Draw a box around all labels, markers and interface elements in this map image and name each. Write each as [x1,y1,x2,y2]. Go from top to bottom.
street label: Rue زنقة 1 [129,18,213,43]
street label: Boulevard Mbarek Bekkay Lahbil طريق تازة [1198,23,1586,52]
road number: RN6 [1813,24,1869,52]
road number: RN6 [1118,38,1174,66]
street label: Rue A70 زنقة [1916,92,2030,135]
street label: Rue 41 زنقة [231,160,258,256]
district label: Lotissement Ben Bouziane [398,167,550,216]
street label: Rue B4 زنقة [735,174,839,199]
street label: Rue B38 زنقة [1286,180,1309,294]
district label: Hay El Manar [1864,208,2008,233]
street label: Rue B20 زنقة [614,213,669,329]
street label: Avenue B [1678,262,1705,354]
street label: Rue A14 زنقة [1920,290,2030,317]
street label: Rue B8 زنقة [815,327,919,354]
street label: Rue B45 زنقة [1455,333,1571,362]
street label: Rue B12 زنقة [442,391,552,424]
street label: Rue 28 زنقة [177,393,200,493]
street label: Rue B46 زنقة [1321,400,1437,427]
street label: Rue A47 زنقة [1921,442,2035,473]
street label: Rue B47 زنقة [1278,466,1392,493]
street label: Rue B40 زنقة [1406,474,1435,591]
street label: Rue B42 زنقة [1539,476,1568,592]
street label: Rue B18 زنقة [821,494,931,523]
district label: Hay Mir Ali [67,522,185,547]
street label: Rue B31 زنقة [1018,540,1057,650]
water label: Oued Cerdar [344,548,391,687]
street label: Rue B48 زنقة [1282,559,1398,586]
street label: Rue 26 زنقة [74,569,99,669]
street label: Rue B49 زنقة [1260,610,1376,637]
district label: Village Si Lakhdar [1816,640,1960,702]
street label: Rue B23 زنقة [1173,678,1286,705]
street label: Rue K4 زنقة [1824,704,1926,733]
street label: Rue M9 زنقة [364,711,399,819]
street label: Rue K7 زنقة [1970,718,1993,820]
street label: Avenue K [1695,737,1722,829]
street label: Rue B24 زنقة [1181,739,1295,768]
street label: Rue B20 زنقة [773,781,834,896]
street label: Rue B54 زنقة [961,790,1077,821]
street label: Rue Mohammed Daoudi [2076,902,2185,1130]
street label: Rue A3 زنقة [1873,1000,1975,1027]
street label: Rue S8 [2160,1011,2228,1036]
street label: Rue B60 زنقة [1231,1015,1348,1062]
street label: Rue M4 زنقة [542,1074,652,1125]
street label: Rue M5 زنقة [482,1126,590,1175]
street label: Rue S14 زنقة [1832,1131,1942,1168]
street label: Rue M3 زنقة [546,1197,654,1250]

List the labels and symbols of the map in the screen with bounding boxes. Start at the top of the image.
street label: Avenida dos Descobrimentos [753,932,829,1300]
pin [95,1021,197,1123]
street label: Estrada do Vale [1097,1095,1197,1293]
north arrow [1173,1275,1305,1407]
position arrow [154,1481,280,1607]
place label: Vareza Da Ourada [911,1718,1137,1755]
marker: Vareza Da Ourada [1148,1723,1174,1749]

___

▶ [EXERCISE REQUIREMENTS]
Number of lines containing "Vareza" in the data: state it and nothing more.

▶ [ANSWER TO THE EXERCISE]
2